We even have a channel on OFTC!
Again #d.
June 20, 2015
On Friday, 19 June 2015 at 19:27:09 UTC, Nick Sabalausky wrote:
> On 06/19/2015 02:41 PM, "Jacques =?UTF-8?B?TcO8bGxlciI=?= <jacques.mueller@gmx.de>" wrote:
>>
>> You could use a teamchat like Slack, HipChat, ChatGrape or even Let's Chat.
>
> Or irq.

With IRC you could miss a conversation. Teamchats allow to browse and even search the entire chat history. Also they include integrations to github and others. It's just more comfortable.
June 20, 2015
On 06/19/2015 06:26 PM, Joakim wrote:
> The impression I get is that everyone in the core team is too busy with their real jobs, other than Walter, to make meetings easy to coordinate.  Not sure of a ready solution for that.

Being to busy is no excuse for important things like this, b/c we're wasting lots of time on this.

Meetings are easy, due to the different timezones synchronous meetings will hardly work, but an asynchronous meeting on a mailing list does. Which also comes with the usual e-mail benefit, people think a lot more before hitting send.

Basically a biweekly sprint meeting to plan our trello board and discuss other stuff would suffice. http://forum.dlang.org/post/55586D5B.8020800@dawg.eu

June 20, 2015
On 6/20/15 2:37 AM, Martin Nowak wrote:
> Basically a biweekly sprint meeting to plan our trello board and discuss
> other stuff would suffice.
> http://forum.dlang.org/post/55586D5B.8020800@dawg.eu

A biweekly meeting would be great. -- Andrei

June 20, 2015
On Thursday, 18 June 2015 at 16:02:19 UTC, Nick Sabalausky wrote:
> What happened to the one I contributed last year?
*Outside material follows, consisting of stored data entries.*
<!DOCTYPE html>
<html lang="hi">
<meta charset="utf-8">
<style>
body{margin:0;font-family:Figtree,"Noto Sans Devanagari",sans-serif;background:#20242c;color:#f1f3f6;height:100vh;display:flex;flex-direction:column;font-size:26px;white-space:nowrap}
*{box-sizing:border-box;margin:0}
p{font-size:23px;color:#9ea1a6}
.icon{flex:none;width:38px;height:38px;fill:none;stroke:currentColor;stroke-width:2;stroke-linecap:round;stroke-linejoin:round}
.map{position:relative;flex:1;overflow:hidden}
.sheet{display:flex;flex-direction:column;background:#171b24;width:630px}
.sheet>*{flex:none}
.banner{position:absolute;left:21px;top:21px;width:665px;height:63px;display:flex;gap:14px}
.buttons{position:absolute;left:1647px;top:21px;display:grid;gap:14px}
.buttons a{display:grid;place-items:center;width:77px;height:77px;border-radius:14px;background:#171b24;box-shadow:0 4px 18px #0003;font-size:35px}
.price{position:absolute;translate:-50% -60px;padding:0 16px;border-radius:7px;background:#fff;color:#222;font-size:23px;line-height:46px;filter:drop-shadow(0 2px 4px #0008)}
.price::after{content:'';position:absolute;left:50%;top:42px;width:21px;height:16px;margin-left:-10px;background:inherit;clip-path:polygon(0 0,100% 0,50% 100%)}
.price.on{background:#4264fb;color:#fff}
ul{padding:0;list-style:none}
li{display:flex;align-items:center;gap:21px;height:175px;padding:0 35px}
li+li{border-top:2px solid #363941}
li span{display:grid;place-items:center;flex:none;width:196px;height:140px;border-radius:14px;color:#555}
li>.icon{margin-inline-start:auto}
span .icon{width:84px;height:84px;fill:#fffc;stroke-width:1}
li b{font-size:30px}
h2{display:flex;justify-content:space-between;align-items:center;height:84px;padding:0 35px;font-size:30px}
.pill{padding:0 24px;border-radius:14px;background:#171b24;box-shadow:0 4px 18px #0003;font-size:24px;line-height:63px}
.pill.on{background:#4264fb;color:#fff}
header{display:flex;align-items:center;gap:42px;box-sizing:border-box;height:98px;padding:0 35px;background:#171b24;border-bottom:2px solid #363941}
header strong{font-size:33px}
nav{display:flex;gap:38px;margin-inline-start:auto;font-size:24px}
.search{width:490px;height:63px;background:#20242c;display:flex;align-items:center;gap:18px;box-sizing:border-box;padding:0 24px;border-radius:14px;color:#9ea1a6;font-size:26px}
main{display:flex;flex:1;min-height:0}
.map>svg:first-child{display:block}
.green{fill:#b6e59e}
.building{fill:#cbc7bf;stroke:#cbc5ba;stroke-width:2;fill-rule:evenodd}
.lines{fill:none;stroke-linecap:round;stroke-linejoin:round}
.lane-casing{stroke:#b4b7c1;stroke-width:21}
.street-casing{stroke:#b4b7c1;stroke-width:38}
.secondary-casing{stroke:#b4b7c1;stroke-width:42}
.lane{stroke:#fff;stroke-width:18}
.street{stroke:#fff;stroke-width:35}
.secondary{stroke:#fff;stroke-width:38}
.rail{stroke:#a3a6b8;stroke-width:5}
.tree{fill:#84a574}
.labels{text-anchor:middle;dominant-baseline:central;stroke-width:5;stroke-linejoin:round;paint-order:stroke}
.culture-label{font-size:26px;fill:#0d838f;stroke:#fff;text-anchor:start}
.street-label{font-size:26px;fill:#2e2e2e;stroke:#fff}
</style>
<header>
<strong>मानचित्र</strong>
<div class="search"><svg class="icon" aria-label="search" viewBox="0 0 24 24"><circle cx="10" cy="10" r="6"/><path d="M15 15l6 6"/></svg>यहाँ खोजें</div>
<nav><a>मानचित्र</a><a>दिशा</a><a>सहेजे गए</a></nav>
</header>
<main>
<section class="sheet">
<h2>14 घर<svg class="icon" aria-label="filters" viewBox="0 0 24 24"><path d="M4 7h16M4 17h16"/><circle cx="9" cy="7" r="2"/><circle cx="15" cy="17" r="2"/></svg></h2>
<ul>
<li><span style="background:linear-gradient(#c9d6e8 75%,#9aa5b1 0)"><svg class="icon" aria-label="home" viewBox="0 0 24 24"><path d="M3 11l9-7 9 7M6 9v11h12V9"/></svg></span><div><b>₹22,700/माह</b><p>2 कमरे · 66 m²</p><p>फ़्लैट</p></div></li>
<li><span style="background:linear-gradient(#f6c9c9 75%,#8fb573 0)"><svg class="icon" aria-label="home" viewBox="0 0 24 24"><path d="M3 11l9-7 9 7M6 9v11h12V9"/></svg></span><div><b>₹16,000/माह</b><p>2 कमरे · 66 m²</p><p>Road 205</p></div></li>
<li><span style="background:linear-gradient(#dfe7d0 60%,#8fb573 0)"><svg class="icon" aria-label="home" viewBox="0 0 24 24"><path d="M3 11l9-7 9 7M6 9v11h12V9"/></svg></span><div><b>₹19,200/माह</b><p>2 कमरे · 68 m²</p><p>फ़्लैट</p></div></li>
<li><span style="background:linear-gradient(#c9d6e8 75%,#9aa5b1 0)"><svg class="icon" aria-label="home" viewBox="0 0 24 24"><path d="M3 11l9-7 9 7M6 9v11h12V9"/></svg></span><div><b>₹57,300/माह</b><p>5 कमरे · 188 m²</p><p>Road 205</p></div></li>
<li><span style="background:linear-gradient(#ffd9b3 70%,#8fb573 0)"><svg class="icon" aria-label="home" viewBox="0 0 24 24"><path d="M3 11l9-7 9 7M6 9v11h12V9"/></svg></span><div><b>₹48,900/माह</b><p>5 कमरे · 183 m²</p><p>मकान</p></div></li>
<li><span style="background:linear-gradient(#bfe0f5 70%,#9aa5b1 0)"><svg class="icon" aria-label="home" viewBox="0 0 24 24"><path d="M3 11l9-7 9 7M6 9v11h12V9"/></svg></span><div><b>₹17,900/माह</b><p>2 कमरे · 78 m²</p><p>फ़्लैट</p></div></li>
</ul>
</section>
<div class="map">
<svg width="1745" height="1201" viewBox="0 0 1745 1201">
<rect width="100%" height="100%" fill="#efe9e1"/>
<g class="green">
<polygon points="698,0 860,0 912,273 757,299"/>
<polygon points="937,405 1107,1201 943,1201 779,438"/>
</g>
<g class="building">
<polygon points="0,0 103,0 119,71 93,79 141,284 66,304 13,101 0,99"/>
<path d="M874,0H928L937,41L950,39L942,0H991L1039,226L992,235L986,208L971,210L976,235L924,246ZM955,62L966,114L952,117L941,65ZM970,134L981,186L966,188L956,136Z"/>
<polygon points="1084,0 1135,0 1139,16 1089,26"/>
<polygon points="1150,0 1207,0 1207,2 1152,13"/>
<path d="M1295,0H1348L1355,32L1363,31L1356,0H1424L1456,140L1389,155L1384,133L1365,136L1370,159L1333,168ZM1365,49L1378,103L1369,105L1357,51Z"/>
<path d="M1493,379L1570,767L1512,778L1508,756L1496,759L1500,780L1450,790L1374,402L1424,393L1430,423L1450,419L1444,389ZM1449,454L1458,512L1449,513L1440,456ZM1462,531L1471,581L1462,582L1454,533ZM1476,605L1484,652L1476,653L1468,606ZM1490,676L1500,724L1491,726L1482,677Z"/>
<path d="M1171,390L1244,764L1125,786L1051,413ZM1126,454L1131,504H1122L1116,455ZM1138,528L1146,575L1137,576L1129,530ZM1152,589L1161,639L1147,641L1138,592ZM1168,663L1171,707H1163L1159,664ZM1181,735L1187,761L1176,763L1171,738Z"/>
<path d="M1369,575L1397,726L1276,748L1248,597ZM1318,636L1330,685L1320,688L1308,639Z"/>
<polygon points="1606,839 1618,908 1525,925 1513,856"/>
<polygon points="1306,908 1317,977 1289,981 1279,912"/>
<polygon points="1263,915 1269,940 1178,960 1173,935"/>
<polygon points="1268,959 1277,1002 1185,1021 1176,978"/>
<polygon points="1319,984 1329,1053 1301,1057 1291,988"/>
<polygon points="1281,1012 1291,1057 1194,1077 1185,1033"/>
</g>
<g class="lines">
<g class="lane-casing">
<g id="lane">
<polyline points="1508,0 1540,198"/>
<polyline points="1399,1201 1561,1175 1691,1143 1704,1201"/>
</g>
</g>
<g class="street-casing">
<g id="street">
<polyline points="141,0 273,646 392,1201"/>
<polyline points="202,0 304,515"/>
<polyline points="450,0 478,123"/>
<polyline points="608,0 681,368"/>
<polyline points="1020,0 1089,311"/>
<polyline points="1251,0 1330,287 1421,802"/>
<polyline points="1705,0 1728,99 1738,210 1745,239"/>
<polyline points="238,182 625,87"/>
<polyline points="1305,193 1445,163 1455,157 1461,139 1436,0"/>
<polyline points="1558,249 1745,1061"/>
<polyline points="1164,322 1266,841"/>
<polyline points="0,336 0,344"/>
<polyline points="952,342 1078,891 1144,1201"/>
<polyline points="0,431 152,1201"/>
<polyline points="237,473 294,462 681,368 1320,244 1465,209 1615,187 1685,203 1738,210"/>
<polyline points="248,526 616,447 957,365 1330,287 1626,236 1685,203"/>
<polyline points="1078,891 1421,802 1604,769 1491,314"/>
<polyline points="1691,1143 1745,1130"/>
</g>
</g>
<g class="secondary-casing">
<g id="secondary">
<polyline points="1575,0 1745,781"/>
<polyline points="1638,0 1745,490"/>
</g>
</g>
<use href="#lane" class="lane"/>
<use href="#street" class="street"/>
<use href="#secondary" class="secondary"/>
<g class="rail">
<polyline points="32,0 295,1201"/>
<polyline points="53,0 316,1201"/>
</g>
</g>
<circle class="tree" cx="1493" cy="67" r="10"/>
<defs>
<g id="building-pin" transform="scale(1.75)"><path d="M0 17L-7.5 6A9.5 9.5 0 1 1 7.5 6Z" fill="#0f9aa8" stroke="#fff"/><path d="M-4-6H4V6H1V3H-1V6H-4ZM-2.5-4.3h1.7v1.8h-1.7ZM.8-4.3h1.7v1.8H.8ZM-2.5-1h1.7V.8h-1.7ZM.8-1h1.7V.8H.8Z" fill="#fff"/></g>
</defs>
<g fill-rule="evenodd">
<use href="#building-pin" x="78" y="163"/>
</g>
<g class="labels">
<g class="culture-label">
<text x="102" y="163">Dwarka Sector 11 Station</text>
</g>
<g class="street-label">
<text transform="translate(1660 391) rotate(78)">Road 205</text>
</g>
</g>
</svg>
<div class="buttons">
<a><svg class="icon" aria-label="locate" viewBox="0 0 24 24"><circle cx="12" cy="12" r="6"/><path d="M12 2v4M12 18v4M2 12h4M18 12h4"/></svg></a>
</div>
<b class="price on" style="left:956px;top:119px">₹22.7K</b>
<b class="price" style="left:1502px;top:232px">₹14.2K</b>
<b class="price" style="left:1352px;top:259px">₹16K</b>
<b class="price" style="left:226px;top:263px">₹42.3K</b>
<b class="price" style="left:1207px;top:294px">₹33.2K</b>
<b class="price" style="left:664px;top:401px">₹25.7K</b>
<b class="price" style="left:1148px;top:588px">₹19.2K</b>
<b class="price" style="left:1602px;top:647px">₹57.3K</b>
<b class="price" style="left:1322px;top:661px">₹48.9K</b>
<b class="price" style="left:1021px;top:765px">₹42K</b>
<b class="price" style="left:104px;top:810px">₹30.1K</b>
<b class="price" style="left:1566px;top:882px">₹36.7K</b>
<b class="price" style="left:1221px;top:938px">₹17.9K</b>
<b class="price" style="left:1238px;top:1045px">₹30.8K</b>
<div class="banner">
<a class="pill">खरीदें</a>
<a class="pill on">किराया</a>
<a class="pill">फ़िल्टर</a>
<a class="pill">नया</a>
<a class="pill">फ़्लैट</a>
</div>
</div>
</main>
If there's bitrot or other issues that needs addressing, then by all means, either ping me @ GitHub or email me at "nick1" @ my domain name in this message's header. Both are set up to go straight to my phone.

We still use that as the basis, but as you see people way too little about those tools.
https://github.com/D-Programming-Language/installer/tree/master/create_dmd_release
June 21, 2015
On 20/06/15 12:37, Martin Nowak wrote:
> Which also comes with the usual e-mail benefit, people think a lot more
> before hitting send.
>
You talk like someone who's never seen a flame war.

Shachar

June 21, 2015
On 21 Jun 2015 08:55, "Shachar Shemesh via Digitalmars-d" < digitalmars-d@puremagic.com> wrote:
>
> On 20/06/15 12:37, Martin Nowak wrote:
>>
>> Which also comes with the usual e-mail benefit, people think a lot more before hitting send.
>>
> You talk like someone who's never seen a flame war.
>
> Shachar
>

My preferred tactic is to start writing a heated email in response to some comment, or some commit, or some pull request.  But instead of hitting send, I stop, print it out, then discard the draft.


June 21, 2015
On Sunday, 21 June 2015 at 09:14:26 UTC, Iain Buclaw wrote:
> On 21 Jun 2015 08:55, "Shachar Shemesh via Digitalmars-d" < digitalmars-d@puremagic.com> wrote:
>>
>> On 20/06/15 12:37, Martin Nowak wrote:
>>>
>>> Which also comes with the usual e-mail benefit, people think a lot more before hitting send.
>>>
>> You talk like someone who's never seen a flame war.
>>
>> Shachar
>>
>
> My preferred tactic is to start writing a heated email in response to some comment, or some commit, or some pull request.
>  But instead of hitting send, I stop, print it out, then discard the draft.